(SUPPLIED MATERIAL)

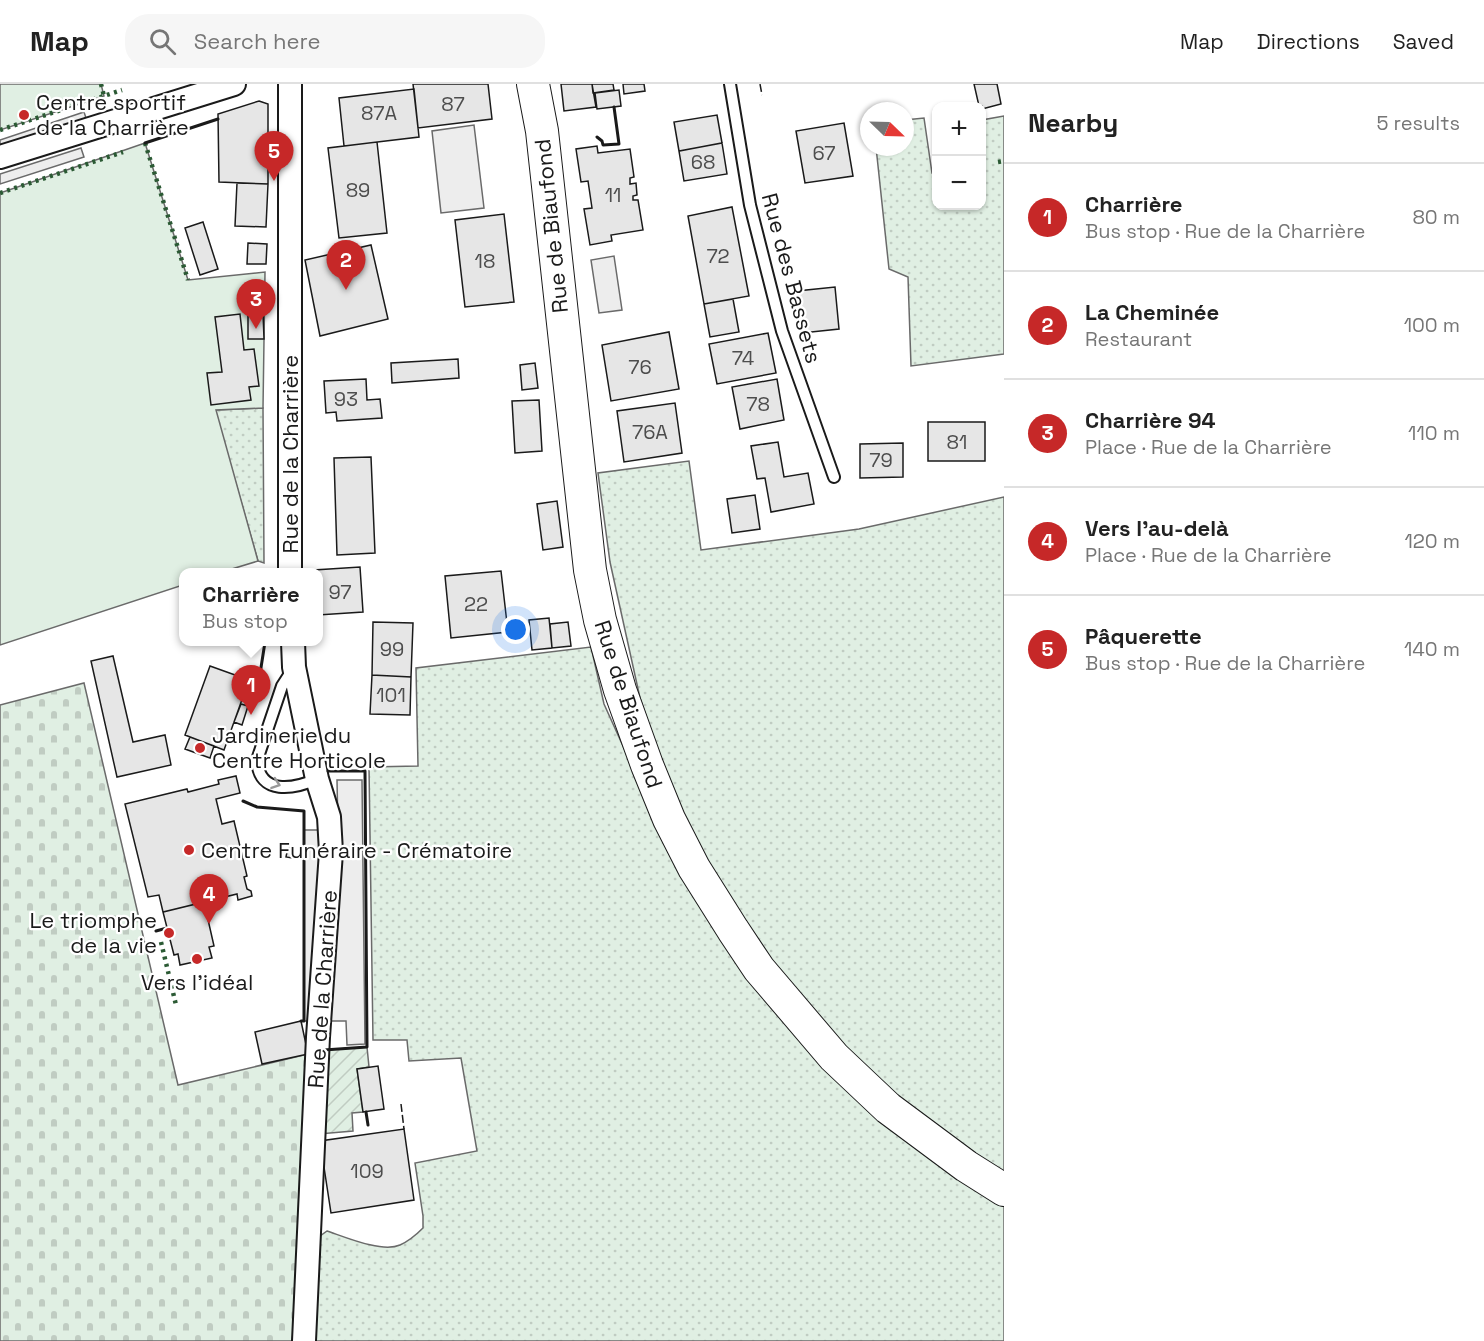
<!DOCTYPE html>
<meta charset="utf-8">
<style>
body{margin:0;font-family:"Space Grotesk",sans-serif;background:#f6f6f6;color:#222}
.controls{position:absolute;right:18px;top:18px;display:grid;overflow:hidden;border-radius:12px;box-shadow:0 2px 4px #0004}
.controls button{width:54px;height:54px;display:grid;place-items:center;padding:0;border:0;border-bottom:2px solid #e0e0e0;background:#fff;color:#222;font:30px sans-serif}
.compass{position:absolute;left:860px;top:18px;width:54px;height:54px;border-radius:50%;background:#fff;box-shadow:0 2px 4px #0004;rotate:113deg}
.you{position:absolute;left:516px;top:546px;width:21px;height:21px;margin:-15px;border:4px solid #fff;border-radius:50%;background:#1a73e8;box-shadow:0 0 0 9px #1a73e833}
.badge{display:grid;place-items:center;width:39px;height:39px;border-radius:50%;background:#c62828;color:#fff;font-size:20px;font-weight:700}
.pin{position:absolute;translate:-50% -50px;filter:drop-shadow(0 2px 3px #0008)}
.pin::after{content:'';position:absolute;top:32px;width:21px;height:18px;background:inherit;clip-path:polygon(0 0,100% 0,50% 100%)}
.popup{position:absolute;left:179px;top:484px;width:144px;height:78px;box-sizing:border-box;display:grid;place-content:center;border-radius:12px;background:#fff;filter:drop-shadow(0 2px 4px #0005);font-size:20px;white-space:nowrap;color:#767676}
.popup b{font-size:22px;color:#222}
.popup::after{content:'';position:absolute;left:50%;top:100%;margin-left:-12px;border:12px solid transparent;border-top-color:#fff}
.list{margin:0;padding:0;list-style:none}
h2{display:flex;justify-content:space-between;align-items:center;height:78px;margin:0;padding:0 24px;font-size:26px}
h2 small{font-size:20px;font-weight:400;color:#767676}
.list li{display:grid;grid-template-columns:39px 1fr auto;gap:18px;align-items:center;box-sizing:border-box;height:108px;padding:0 24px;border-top:2px solid #e0e0e0}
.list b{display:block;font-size:22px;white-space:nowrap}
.list p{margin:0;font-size:20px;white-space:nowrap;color:#767676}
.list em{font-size:20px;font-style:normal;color:#767676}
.icon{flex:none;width:33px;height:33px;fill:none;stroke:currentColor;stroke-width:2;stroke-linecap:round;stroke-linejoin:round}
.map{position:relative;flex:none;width:1004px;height:1257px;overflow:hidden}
header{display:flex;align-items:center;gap:36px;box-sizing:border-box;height:84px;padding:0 30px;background:#fff;border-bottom:2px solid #e0e0e0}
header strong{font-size:28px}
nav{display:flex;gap:33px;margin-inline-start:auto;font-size:21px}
.search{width:420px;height:54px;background:#f6f6f6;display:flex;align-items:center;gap:15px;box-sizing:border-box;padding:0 21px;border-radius:24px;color:#767676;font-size:22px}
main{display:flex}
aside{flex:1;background:#fff}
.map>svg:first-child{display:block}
</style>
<header>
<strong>Map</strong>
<div class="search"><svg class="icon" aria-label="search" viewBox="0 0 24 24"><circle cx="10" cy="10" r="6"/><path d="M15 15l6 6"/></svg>Search here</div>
<nav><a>Map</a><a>Directions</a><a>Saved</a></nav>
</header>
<main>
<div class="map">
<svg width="1004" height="1257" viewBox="0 0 1004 1257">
<defs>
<pattern id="grass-dots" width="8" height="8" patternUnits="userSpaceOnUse" patternTransform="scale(1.5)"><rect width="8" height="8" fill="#e0efe3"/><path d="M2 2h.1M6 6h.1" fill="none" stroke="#c0ccc2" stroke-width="1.8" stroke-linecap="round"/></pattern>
<pattern id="cemetery-stones" width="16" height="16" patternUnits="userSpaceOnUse" patternTransform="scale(1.5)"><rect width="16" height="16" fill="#e0efe3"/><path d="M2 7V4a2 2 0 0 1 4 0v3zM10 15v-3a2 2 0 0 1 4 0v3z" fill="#c0ccc2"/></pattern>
<pattern id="garden-furrows" width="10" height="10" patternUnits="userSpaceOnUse" patternTransform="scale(1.5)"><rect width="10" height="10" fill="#e0efe3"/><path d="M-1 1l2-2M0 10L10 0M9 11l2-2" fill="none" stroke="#c0ccc2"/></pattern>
</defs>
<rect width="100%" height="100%" fill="#fff"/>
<path fill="url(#grass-dots)" stroke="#6a6a6a" stroke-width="1.5" d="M1004,32v238l-93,12 -3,-89 -19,-8 -13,-122h29v-27l19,-2 8,55h4v33h46v-86z
M263,324l1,155 -6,-2 -43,-151z
M689,377l12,89 158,-21 145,-32v676l-124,-81 -83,-95 -56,-77 -64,-111 -37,-111 -30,-136 -12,-89z
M591,563l13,57 38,84 77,148 285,269v136h-692l4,-102 11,-8c18,6 55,22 73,14 9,-4 16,-10 23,-17v-12l-8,-53 62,-12 -16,-93 -52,3 -2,-21h-34l-4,-273 49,-1 -2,-98z"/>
<path fill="url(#cemetery-stones)" stroke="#6a6a6a" stroke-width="1.5" d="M84,599l94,402 130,-31 -14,287h-294v-636z"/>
<path fill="#e0efe3" stroke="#6a6a6a" stroke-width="1.5" d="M0,0h101l3,12 -104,34z
M145,59l43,137 77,-8 -2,136 -47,2 42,151 -36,11h-38l-1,13 -183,60v-452z"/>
<path fill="url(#garden-furrows)" stroke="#6a6a6a" stroke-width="1.5" d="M367,963l2,20 -12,2 6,43 -11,1 1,18 -34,3 5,-84z"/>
<path fill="#ededed" stroke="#6a6a6a" stroke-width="1.5" d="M84,28l2,6 -86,29v-7z
M474,41l10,83 -43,5 -9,-82z
M81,64l3,9 -84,27v-10z
M614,172l8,54 -23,3 -8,-53z
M337,696h25l3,264 -18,1 -1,-24h-42v-191h34z"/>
<path fill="#e6e6e6" stroke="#1a1a1a" stroke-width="1.5" d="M413,0h75l4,35 -74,9z
M561,0h31l4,23 -32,4z
M592,0h21l1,6 -21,3z
M623,0h21l1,7 -21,3z
M974,0h23l4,20 -19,5v-3h-3z
M414,5l5,48 -75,9 -5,-48z
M619,6l2,16 -24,3 -2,-16z
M259,17l9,3v80l-49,-2 -1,-68z
M717,31l5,28 -43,8 -5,-29z
M844,39l9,53 -48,7 -9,-52z
M377,58l10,91 -48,5 -11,-90z
M722,59l5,31 -43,7 -5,-30z
M597,62l1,7 32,-4 4,28 -4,1v6l6,-1 1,12 -4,1v4h5l5,30 -32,5 1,6 -22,4 -6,-36 8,-1 -4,-27 -7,1 -5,-33z
M237,99l31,1 -2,43 -31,-1z
M732,123l17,89 -45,8 -16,-88z
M504,130l10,88 -49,5 -10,-87z
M203,138l15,47 -18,6 -15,-47z
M248,159l19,1 -1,20h-19z
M371,161l17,74 -68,17 -15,-76z
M835,203l4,42 -37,4 -5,-42z
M733,215l6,33 -29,5 -6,-33z
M248,229h15l1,26h-16z
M240,230l4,36 10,-1 5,37 -10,1 2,13 -40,5 -4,-32 15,-1 -7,-55z
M669,248l10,57 -68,12 -9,-56z
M768,249l8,40 -59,11 -8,-40z
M458,275l1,19 -67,5 -1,-20z
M535,279l3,25 -16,2 -2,-25z
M366,295l1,21 13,-1 2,19 -45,3 -1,-9 -10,1 -2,-32z
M777,295l7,41 -44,9 -8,-42z
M539,316l3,51 -27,2 -3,-52z
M675,319l7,50 -58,9 -7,-51z
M928,338h57v39h-57z
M778,358l6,35 24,-4 6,31 -43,8 -6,-34 -8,1 -6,-33z
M903,359v34l-43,1v-34z
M371,373l4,96 -38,2 -3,-97z
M755,411l5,34 -28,4 -5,-34z
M557,417l6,46 -20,3 -6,-46z
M360,483l3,45 -45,3v-43h-4v-2z
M501,487l7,61 -57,6 -6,-62z
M549,534l3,30 -20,2 -3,-30z
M373,538l40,1 -2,54 -39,-2z
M568,538l3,24 -19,2 -2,-24z
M113,572l20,86 32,-7 6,30 -54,12 -26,-116z
M210,582l39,14 -25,70 -39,-15z
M372,591l39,2 -1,38 -40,-1z
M241,620l7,2 -6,19 -8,-3z
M190,653l24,9 -4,12 -25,-9z
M236,692l4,17 -24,6 6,25 12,-3 13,55 -3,1 3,12 4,2 1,5 -14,4 -1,-6 -74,18 -4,-17 -11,2 -23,-93 62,-15 1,3 31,-8 -1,-4z
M288,763l6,1 -2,10 -6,-1z
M204,818l10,44 -5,1 3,11 -32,7 -2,-11 -4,1 -11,-43z
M301,937l7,33 -46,10 -7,-32z
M378,982l6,43 -21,3 -6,-43z
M404,1045l10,71 -83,13 -11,-72z"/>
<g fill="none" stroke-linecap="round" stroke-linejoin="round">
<defs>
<path id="lane" d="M730,0l20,121 32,126 52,146
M293,585l-11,17 -25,74c2,36 37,29 60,19"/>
<path id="street" d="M0,73l234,-73
M290,488v-488
M293,558l1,25 23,112 12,38 2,35 -13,185 -14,304"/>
<path id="secondary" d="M533,0l9,47 48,439 10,50 20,70 27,75 22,54 25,49 39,62 26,39 75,88 54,51 78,58 38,24"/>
</defs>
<use href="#lane" stroke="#1a1a1a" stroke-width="14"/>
<use href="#street" stroke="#1a1a1a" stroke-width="26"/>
<use href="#secondary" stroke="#1a1a1a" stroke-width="34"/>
<use href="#lane" stroke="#fff" stroke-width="10"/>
<use href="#street" stroke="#fff" stroke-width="22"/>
<use href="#secondary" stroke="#fff" stroke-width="32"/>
<path stroke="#2b5a34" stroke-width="4.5" stroke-dasharray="3 4.5" stroke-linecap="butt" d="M101,0l3,12
M0,46l122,-40
M145,59l43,137
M998,78l6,-1
M0,109l123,-41
M161,858l15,63"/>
<path stroke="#1a1a1a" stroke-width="1.5" stroke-dasharray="8 3" stroke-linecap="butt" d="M760,0l2,11
M401,1020l3,25"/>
<path stroke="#1a1a1a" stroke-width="3" d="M597,53l5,4 1,4 16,-1 -5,-37
M145,59l73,-24
M249,596l7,1 4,-7 5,-32
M243,717l14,6 47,4v210h-3
M156,847l11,-3
M324,966l43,-3 -2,-276h-37
M366,1028l2,13"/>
</g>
<defs><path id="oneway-chevron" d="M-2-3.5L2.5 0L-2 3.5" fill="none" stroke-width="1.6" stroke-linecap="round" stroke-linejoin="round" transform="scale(1.5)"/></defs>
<use stroke="#989898" href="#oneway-chevron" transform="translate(276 700) rotate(19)"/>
<g fill="#c62828" stroke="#fff" stroke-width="2">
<circle cx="24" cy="31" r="6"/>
<circle cx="200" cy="664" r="6"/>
<circle cx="189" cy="766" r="6"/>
<circle cx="169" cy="849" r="6"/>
<circle cx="197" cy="875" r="6"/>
</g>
<g text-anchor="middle" stroke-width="4.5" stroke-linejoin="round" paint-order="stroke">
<g font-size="20" fill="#4d4d4d">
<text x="453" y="27">87</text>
<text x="379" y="36">87A</text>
<text x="824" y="76">67</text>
<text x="703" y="85">68</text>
<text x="358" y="113">89</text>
<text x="613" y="118">11</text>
<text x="718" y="179">72</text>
<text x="485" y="184">18</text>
<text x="743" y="281">74</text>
<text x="640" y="290">76</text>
<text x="346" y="322">93</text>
<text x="758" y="327">78</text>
<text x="650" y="355">76A</text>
<text x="957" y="365">81</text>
<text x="881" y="383">79</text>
<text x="340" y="515">97</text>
<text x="476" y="527">22</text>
<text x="392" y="572">99</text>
<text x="391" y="618">101</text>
<text x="367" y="1094">109</text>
</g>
<g font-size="22" fill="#1a1a1a" stroke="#fff" text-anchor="start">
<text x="36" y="26">Centre sportif<tspan x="36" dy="25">de la Charrière</tspan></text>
<text x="212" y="659">Jardinerie du<tspan x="212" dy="25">Centre Horticole</tspan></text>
<text x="201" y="774">Centre Funéraire - Crématoire</text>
<text x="157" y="844" text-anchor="end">Le triomphe<tspan x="157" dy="25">de la vie</tspan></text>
<text x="197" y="906" text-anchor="middle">Vers l'idéal</text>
</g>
<g font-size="22" fill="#1a1a1a" stroke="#fff">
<text transform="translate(551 142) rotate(-96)" y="8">Rue de Biaufond</text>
<text transform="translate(792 194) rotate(75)" y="8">Rue des Bassets</text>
<text transform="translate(290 370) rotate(-90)" y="8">Rue de la Charrière</text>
<text transform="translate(629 620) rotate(72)" y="8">Rue de Biaufond</text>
<text transform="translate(322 905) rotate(-86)" y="8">Rue de la Charrière</text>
</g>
</g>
</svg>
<div class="controls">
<button>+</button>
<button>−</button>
</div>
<svg class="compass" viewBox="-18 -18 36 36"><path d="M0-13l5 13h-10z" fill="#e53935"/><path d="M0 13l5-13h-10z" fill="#767676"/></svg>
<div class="you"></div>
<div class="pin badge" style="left:251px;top:631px">1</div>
<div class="popup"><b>Charrière</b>Bus stop</div>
<div class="pin badge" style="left:346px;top:206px">2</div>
<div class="pin badge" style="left:256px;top:245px">3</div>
<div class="pin badge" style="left:209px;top:840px">4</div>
<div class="pin badge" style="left:274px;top:97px">5</div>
</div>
<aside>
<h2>Nearby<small>5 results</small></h2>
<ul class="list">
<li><span class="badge">1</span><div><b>Charrière</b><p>Bus stop · Rue de la Charrière</p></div><em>80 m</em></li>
<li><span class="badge">2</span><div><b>La Cheminée</b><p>Restaurant</p></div><em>100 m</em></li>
<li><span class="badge">3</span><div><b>Charrière 94</b><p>Place · Rue de la Charrière</p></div><em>110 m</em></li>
<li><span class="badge">4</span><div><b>Vers l'au-delà</b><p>Place · Rue de la Charrière</p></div><em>120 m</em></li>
<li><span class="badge">5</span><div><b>Pâquerette</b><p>Bus stop · Rue de la Charrière</p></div><em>140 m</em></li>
</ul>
</aside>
</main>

(End SUPPLIED MATERIAL)

* _PROBLEM TO SOLVE_: Return exactly the lines above from the line that has "M241,620l7,2 -6,19 -8,-3z" through the line that has "M249,596l7,1 4,-7 5,-32", inclusive, and nothing else.

* _FINISHED TASK_:
M241,620l7,2 -6,19 -8,-3z
M190,653l24,9 -4,12 -25,-9z
M236,692l4,17 -24,6 6,25 12,-3 13,55 -3,1 3,12 4,2 1,5 -14,4 -1,-6 -74,18 -4,-17 -11,2 -23,-93 62,-15 1,3 31,-8 -1,-4z
M288,763l6,1 -2,10 -6,-1z
M204,818l10,44 -5,1 3,11 -32,7 -2,-11 -4,1 -11,-43z
M301,937l7,33 -46,10 -7,-32z
M378,982l6,43 -21,3 -6,-43z
M404,1045l10,71 -83,13 -11,-72z"/>
<g fill="none" stroke-linecap="round" stroke-linejoin="round">
<defs>
<path id="lane" d="M730,0l20,121 32,126 52,146
M293,585l-11,17 -25,74c2,36 37,29 60,19"/>
<path id="street" d="M0,73l234,-73
M290,488v-488
M293,558l1,25 23,112 12,38 2,35 -13,185 -14,304"/>
<path id="secondary" d="M533,0l9,47 48,439 10,50 20,70 27,75 22,54 25,49 39,62 26,39 75,88 54,51 78,58 38,24"/>
</defs>
<use href="#lane" stroke="#1a1a1a" stroke-width="14"/>
<use href="#street" stroke="#1a1a1a" stroke-width="26"/>
<use href="#secondary" stroke="#1a1a1a" stroke-width="34"/>
<use href="#lane" stroke="#fff" stroke-width="10"/>
<use href="#street" stroke="#fff" stroke-width="22"/>
<use href="#secondary" stroke="#fff" stroke-width="32"/>
<path stroke="#2b5a34" stroke-width="4.5" stroke-dasharray="3 4.5" stroke-linecap="butt" d="M101,0l3,12
M0,46l122,-40
M145,59l43,137
M998,78l6,-1
M0,109l123,-41
M161,858l15,63"/>
<path stroke="#1a1a1a" stroke-width="1.5" stroke-dasharray="8 3" stroke-linecap="butt" d="M760,0l2,11
M401,1020l3,25"/>
<path stroke="#1a1a1a" stroke-width="3" d="M597,53l5,4 1,4 16,-1 -5,-37
M145,59l73,-24
M249,596l7,1 4,-7 5,-32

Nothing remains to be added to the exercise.